Le commérage est un des besoins de l’époque. — Les grands hommes aiment les commérages. — L’Académie. — Un billet de M. Villemain. — M. Sainte-Beuve favori des grandes dames.
24 février 1845.

Nous étions bien décidé cette année-ci à éviter l’agréable corvée : il s’agissait de faire notre huitième récit de carnaval. Or, chez les peuples inconstants, les plaisirs sont toujours les mêmes, et l’historien qui se piquerait de raconter trop fidèlement ces folies périodiques et monotones risquerait fort de rabâcher. Tous les ans, pendant les jours gras, on s’obstine à aller voir le matin des masques qui ne doivent paraître que le soir ; tous les ans on donne les mêmes fêtes dans le même but.
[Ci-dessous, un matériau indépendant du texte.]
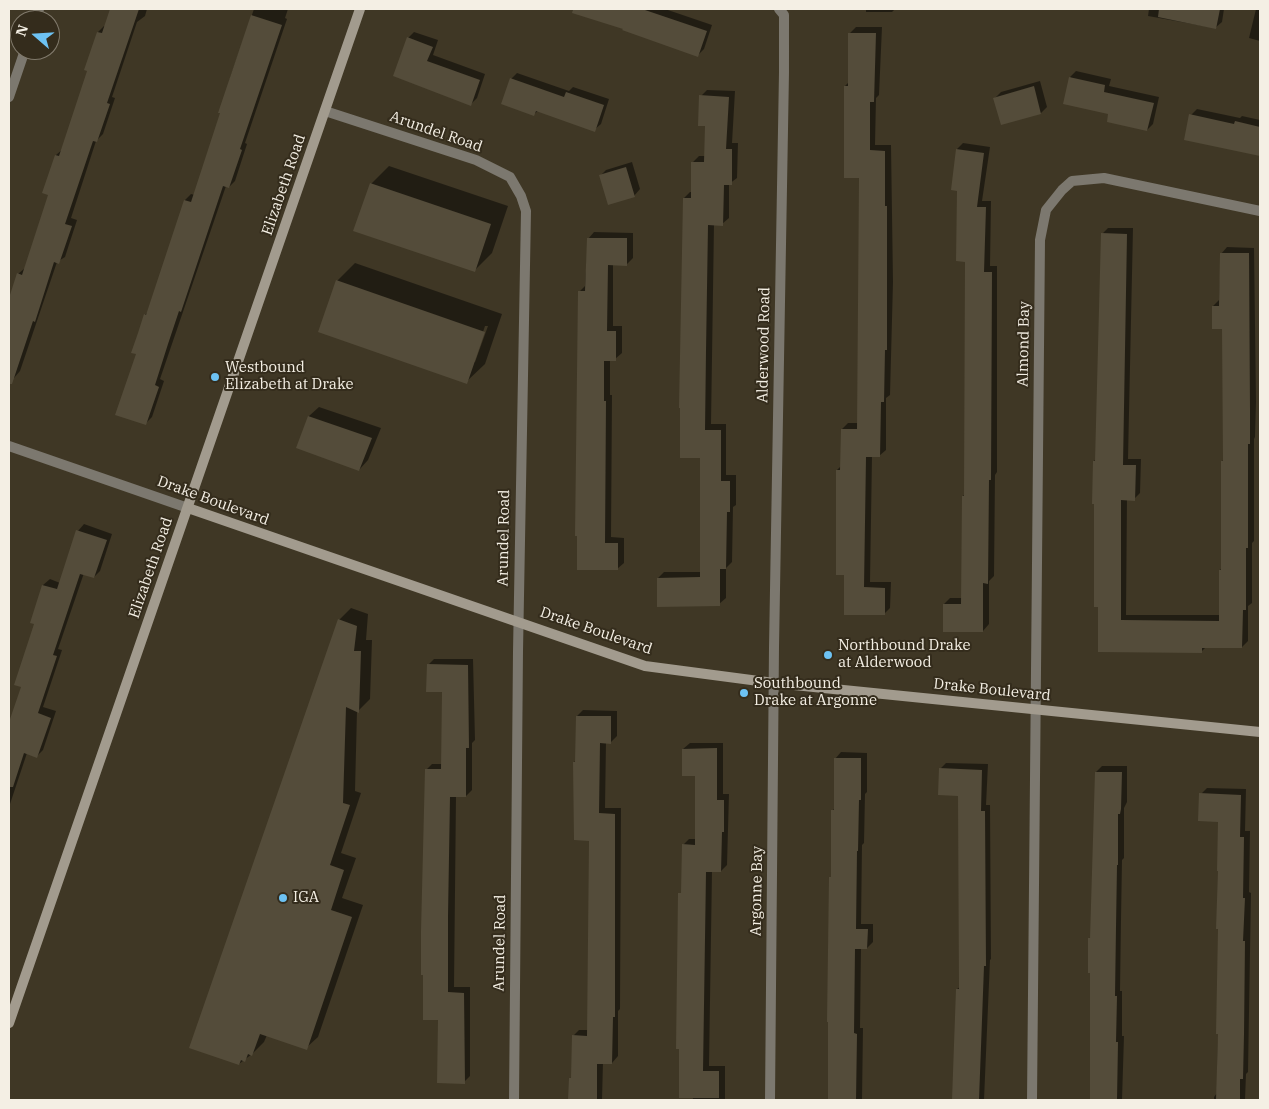 <!DOCTYPE html>
<html>
<head>
<meta charset="utf-8">
<style>
  body { margin:0 }
  #map { position:relative; width:1269px; height:1109px; overflow:hidden; background:#3f3725; font-family:"IBM Plex Serif",serif }
  canvas { display:block }
  .frame { position:absolute; inset:0; border:10px solid #f4efe4; pointer-events:none }
  .north { position:absolute; left:10px; top:10px; width:50px; height:50px; box-sizing:border-box; background:#342c1c; border:1px solid #817a6c; border-radius:50%; rotate:289deg; font-size:14px; font-weight:700; line-height:20px; text-align:center; color:#f4efe4 }
  .north::after { content:''; display:block; margin:auto; width:18px; height:22px; background:#6dc2f3; clip-path:polygon(50% 0,100% 100%,50% 72%,0 100%) }
</style>
</head>
<body>
<div id="map">
<canvas width="1269" height="1109"></canvas>
<div class="frame"></div>
<div class="north">N</div>
</div>
<script>
const g = document.querySelector('canvas').getContext('2d');
g.lineJoin = 'round';
function fillPath(path, color) {
  g.fillStyle = color;
  g.fill(path, 'evenodd');
}
function toPath(rows) {
  const path = new Path2D();
  for (const r of rows) {
    path.moveTo(r[0], r[1]);
    for (let i = 2; i < r.length; i += 2) path.lineTo(r[i], r[i + 1]);
  }
  return path;
}
function stroke(path, color, width, dash) {
  g.strokeStyle = color;
  g.lineWidth = width;
  g.lineCap = dash ? 'butt' : 'round';
  g.setLineDash(dash || []);
  g.stroke(path);
}
function drawText(font, color, halo, rows, align = 'center') {
  g.font = font + ' "IBM Plex Serif",serif';
  g.lineWidth = 4;
  g.setLineDash([]);
  g.textBaseline = 'middle';
  g.strokeStyle = halo;
  g.fillStyle = color;
  for (const [text, x, y, turn = 0] of rows) {
    g.save();
    g.translate(x, y);
    g.rotate((+turn || 0) * Math.PI / 180);
    g.textAlign = isNaN(turn) ? turn : align;
    if (halo) g.strokeText(text, 0, 0);
    g.fillText(text, 0, 0);
    g.restore();
  }
}
const shadow = toPath([
  [111,9,147,9,145,16,137,22,112,97,115,98,103,134,96,141,71,218,77,220,65,257,57,262,20,371,14,378,9,376,9,300,18,274,25,268,49,194,56,155,63,149,89,70,98,32,104,26,106,27],
  [254,9,288,9,285,18,287,19,245,143,247,144,235,181,229,187,226,186,160,379,164,381,152,417,145,424,137,353,145,315,148,312,185,200,191,194,195,195,221,112,231,75],
  [569,9,665,9,712,25,704,49,698,55],
  [866,9,895,9,892,12,866,12],
  [1149,9,1224,9,1222,22,1215,28,1148,16],
  [1256,9,1260,9,1260,41,1249,38],
  [856,27,882,27,879,95,876,98,875,145,891,145,893,282,890,395,886,398,886,450,879,456,872,456,870,582,891,582,890,608,884,614,846,574,837,470,841,466,842,429,848,423,858,423,860,177,845,86,849,82,849,34],
  [414,32,438,40,433,55,485,74,477,98,471,104,395,75,408,38],
  [1076,71,1111,79,1109,86,1159,97,1153,124,1147,130,1110,113,1070,77],
  [517,73,569,91,573,87,609,99,601,124,594,130,538,111,534,114,511,79],
  [1040,81,1047,107,1041,113,995,98,1001,92],
  [707,90,735,91,732,143,738,143,737,178,729,184,729,218,722,224,714,224,711,424,726,424,726,475,736,475,736,505,733,507,732,562,726,568,726,598,719,604,658,578,664,572,701,572,702,456,684,198,690,192,693,192,693,162,699,156,706,156,707,125,701,96],
  [1197,109,1240,118,1242,116,1260,120,1260,155,1185,139,1191,115],
  [963,143,990,147,982,201,991,201,990,266,997,266,997,472,995,475,994,576,989,581,989,624,983,631,944,604,950,598,962,598,963,496,965,494,966,260,957,149],
  [632,162,640,189,634,196,600,176,606,170],
  [389,166,508,206,492,253,474,271,371,184],
  [1108,228,1133,228,1128,459,1141,459,1140,493,1134,499,1127,499,1126,615,1220,615,1220,570,1222,568,1222,461,1224,460,1223,328,1213,306,1219,300,1221,254,1227,247,1254,248,1256,402,1255,437,1254,439,1254,541,1252,543,1252,603,1248,606,1248,641,1242,647,1206,647,1202,651,1099,651,1099,606,1094,461,1096,459,1102,234],
  [594,232,633,233,633,258,627,264,613,264,613,326,622,326,622,353,615,359,610,359,610,395,612,395,611,537,624,538,624,563,617,569,578,569,579,292,585,286,588,239],
  [355,263,502,314,485,364,466,382,337,281],
  [485,326,488,326,475,362,473,362],
  [319,407,381,428,368,460,359,470,298,447,309,416],
  [84,524,112,534,100,571,94,577,84,573,58,649,62,650,43,707,56,711,43,750,37,756,27,753,9,807,9,727,22,686,43,585,50,579,60,583,78,531],
  [351,608,368,614,366,640,372,640,370,699,358,711,357,711,355,791,361,793,341,853,356,858,342,898,363,905,318,1037,306,1048,267,1035,264,1042,252,1054,239,1064,339,620],
  [434,659,473,659,475,740,472,743,472,790,466,796,456,796,454,987,470,987,470,1076,464,1082,439,1019,426,770,432,764,442,764,443,691,428,665],
  [583,710,617,711,617,736,611,742,606,742,605,808,621,808,620,1009,618,1011,618,1056,612,1063,603,1062,602,1100,570,1100,570,1079,572,1076,573,1036,579,1030,589,1030,591,839,574,762,577,760,577,716],
  [690,743,723,743,723,794,729,794,727,865,721,871,712,871,709,1066,725,1066,725,1100,693,1100,680,894,682,892,683,845,689,839,697,839,697,775,683,749],
  [841,752,867,753,867,792,865,794,864,843,862,845,861,924,873,924,873,942,867,948,861,948,860,1028,863,1028,862,1100,830,1100,828,987,830,878,832,876,833,810,835,808,835,759],
  [946,763,988,764,986,805,990,805,991,959,990,960,984,1100,953,1100,957,989,960,987,959,795,940,769],
  [1102,766,1127,766,1127,802,1124,808,1124,858,1122,860,1121,920,1120,991,1122,991,1122,1036,1124,1036,1122,1100,1090,1100,1091,972,1089,939,1091,936,1096,772],
  [1207,788,1246,789,1245,831,1250,831,1249,892,1251,893,1248,1072,1246,1074,1245,1100,1214,1100,1214,1097,1217,1093,1220,928,1219,821,1201,794]
]);
const building = toPath([
  [110,9,139,9,107,103,110,104,97,142,93,141,65,224,72,226,59,264,54,262,35,322,33,321,12,384,9,384,9,298,17,273,22,275,48,195,42,193,55,155,59,156,87,71,84,70,97,32,102,33],
  [573,9,642,9,707,31,698,57,622,30,623,29,572,13],
  [1159,9,1220,9,1216,29,1158,17],
  [251,15,282,25,240,149,242,150,229,188,223,186,181,312,179,311,168,344,155,385,159,387,146,425,115,415,136,354,131,353,138,333,144,314,146,315,184,200,191,202,220,113,218,113],
  [848,33,876,33,874,102,870,102,870,150,885,151,885,206,887,206,887,350,885,350,884,402,881,402,880,457,866,457,864,587,885,588,885,615,844,615,844,575,836,575,836,470,840,470,841,429,857,429,859,178,844,178,844,86,848,86],
  [407,37,433,47,427,61,480,80,471,106,393,76],
  [1069,77,1105,85,1104,92,1154,103,1147,131,1107,122,1108,114,1063,104],
  [510,78,564,97,566,92,604,105,595,132,536,111,534,116,501,104],
  [1034,86,1041,114,1001,125,993,98],
  [699,95,729,97,726,149,732,149,732,185,724,185,723,226,708,225,706,351,705,430,721,430,721,481,730,481,730,512,727,512,726,569,720,569,720,606,657,607,657,578,700,577,700,458,680,458,680,408,679,408,683,198,691,198,691,162,704,162,705,126,698,126],
  [1189,114,1234,124,1235,121,1260,127,1260,156,1184,140],
  [956,149,984,153,977,207,986,207,984,272,992,272,991,480,989,480,988,584,983,583,983,632,943,632,943,604,961,604,962,496,964,496,965,262,956,261,957,191,951,190],
  [626,167,635,197,608,205,599,175],
  [370,183,491,224,475,272,353,231],
  [1101,233,1127,234,1123,465,1136,465,1135,501,1121,500,1121,620,1219,621,1219,570,1221,570,1221,461,1223,461,1222,329,1212,329,1212,306,1219,306,1220,253,1249,253,1250,409,1250,444,1248,444,1248,548,1246,548,1246,610,1243,610,1242,648,1202,648,1202,653,1098,652,1098,607,1094,607,1094,504,1092,504,1093,461,1095,461],
  [587,238,627,238,627,266,608,265,607,331,616,331,616,361,604,361,604,401,606,401,605,543,618,543,618,570,577,570,577,536,575,536,578,291,585,291],
  [336,280,485,332,467,384,318,332],
  [308,416,372,438,359,471,296,448],
  [76,530,107,540,94,578,80,574,53,655,57,656,38,713,51,718,37,758,24,753,13,787,9,787,9,722,21,687,14,685,34,624,30,623,42,585,57,589],
  [338,619,357,626,354,651,361,651,359,713,346,707,343,803,350,805,330,865,344,870,331,910,352,917,307,1050,260,1034,252,1056,248,1054,245,1062,241,1060,239,1065,189,1048],
  [427,664,468,665,469,748,466,748,466,797,450,797,448,916,448,992,464,993,465,1084,437,1083,438,1020,423,1020,423,975,421,975,421,931,425,769,441,769,442,692,426,692],
  [576,716,611,716,611,744,600,743,599,813,615,814,615,1017,613,1017,612,1064,597,1064,597,1100,568,1100,569,1078,571,1078,572,1035,587,1036,589,841,574,840,573,762,575,762],
  [717,748,717,800,724,800,724,832,722,832,721,872,706,872,703,1071,719,1071,719,1098,679,1098,679,1049,676,1049,678,893,681,893,682,844,695,845,695,776,682,776,682,749],
  [834,758,861,758,861,800,859,800,858,851,857,851,856,929,868,929,867,949,855,949,854,1033,857,1034,856,1100,828,1100,828,1022,827,1022,829,877,831,877,831,810,834,810],
  [939,768,982,770,981,811,985,811,986,966,984,966,979,1100,952,1100,956,989,959,989,958,796,938,795],
  [1095,772,1122,772,1121,809,1120,814,1118,814,1118,865,1117,865,1116,927,1115,996,1117,996,1116,1042,1118,1042,1117,1100,1090,1100,1090,973,1088,973,1088,938,1090,938],
  [1199,793,1241,795,1240,837,1244,837,1243,898,1245,898,1243,941,1245,941,1244,1034,1243,1079,1240,1079,1240,1100,1216,1100,1218,1034,1216,1034,1218,929,1216,929,1218,871,1217,871,1218,822,1198,821]
]);
const street = toPath([
  [35,20,39,9],
  [9,97,25,50],
  [325,111,476,160,510,177,521,196,526,211,518,651,514,1100],
  [9,446,188,508],
  [770,1100,774,647,784,72,784,15,779,9],
  [1032,1100,1040,240,1046,210,1062,190,1072,181,1104,178,1260,211]
]);
const secondary = toPath([
  [188,508,645,666,774,683,1260,732],
  [9,1023,360,9]
]);
const markers = [
  [215,377,5,"#6dc2f3"],
  [828,655,5,"#6dc2f3"],
  [744,693,5,"#6dc2f3"],
  [283,898,5,"#6dc2f3"]
];
const streetNames = [
  ["Arundel Road",436,132,19],
  ["Elizabeth Road",284,185,-71],
  ["Almond Bay",1024,344,-89],
  ["Alderwood Road",764,345,-89],
  ["Drake Boulevard",213,501,20],
  ["Arundel Road",504,538,-89],
  ["Elizabeth Road",151,568,-71],
  ["Drake Boulevard",596,631,19],
  ["Drake Boulevard",992,690,6],
  ["Argonne Bay",757,891,-89],
  ["Arundel Road",500,943,-89]
];
const poiNames = [
  ["Westbound",225,368],
  ["Elizabeth at Drake",225,385],
  ["Northbound Drake",838,646],
  ["at Alderwood",838,663],
  ["Southbound",754,684],
  ["Drake at Argonne",754,701],
  ["IGA",293,898]
];
fillPath(shadow, '#0007');
fillPath(building, '#544c3a');
stroke(street, '#7c786f', 10);
stroke(secondary, '#a29b8e', 10);
for (const [x, y, r, color] of markers) {
  const dot = new Path2D();
  dot.arc(x, y, r, 0, 2 * Math.PI);
  g.fillStyle = color;
  g.fill(dot);
  stroke(dot, '#342c1c', 2);
}
drawText('15px', '#f4efe4', '#342c1c', streetNames);
drawText('15px', '#f4efe4', '#342c1c', poiNames, 'left');
</script>
</body>
</html>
On a donc tout dit en proclamant que le carnaval cette année a été aussi brillant que celui des années précédentes. À la cour il y a eu spectacle, grands et petits bals ; à la ville, fêtes élégantes et magnifiques ; à l’Opéra, travestissements et divertissements ; à la Chambre, jolie petite parade imitée de Molière ; toutes les puissances ont lutté de zèle pour rendre ces jours joyeux tout à fait semblables à ces autres jours joyeux du passé dont nous avons déjà eu sept fois l’honneur de vous raconter les délirants et méthodiques plaisirs.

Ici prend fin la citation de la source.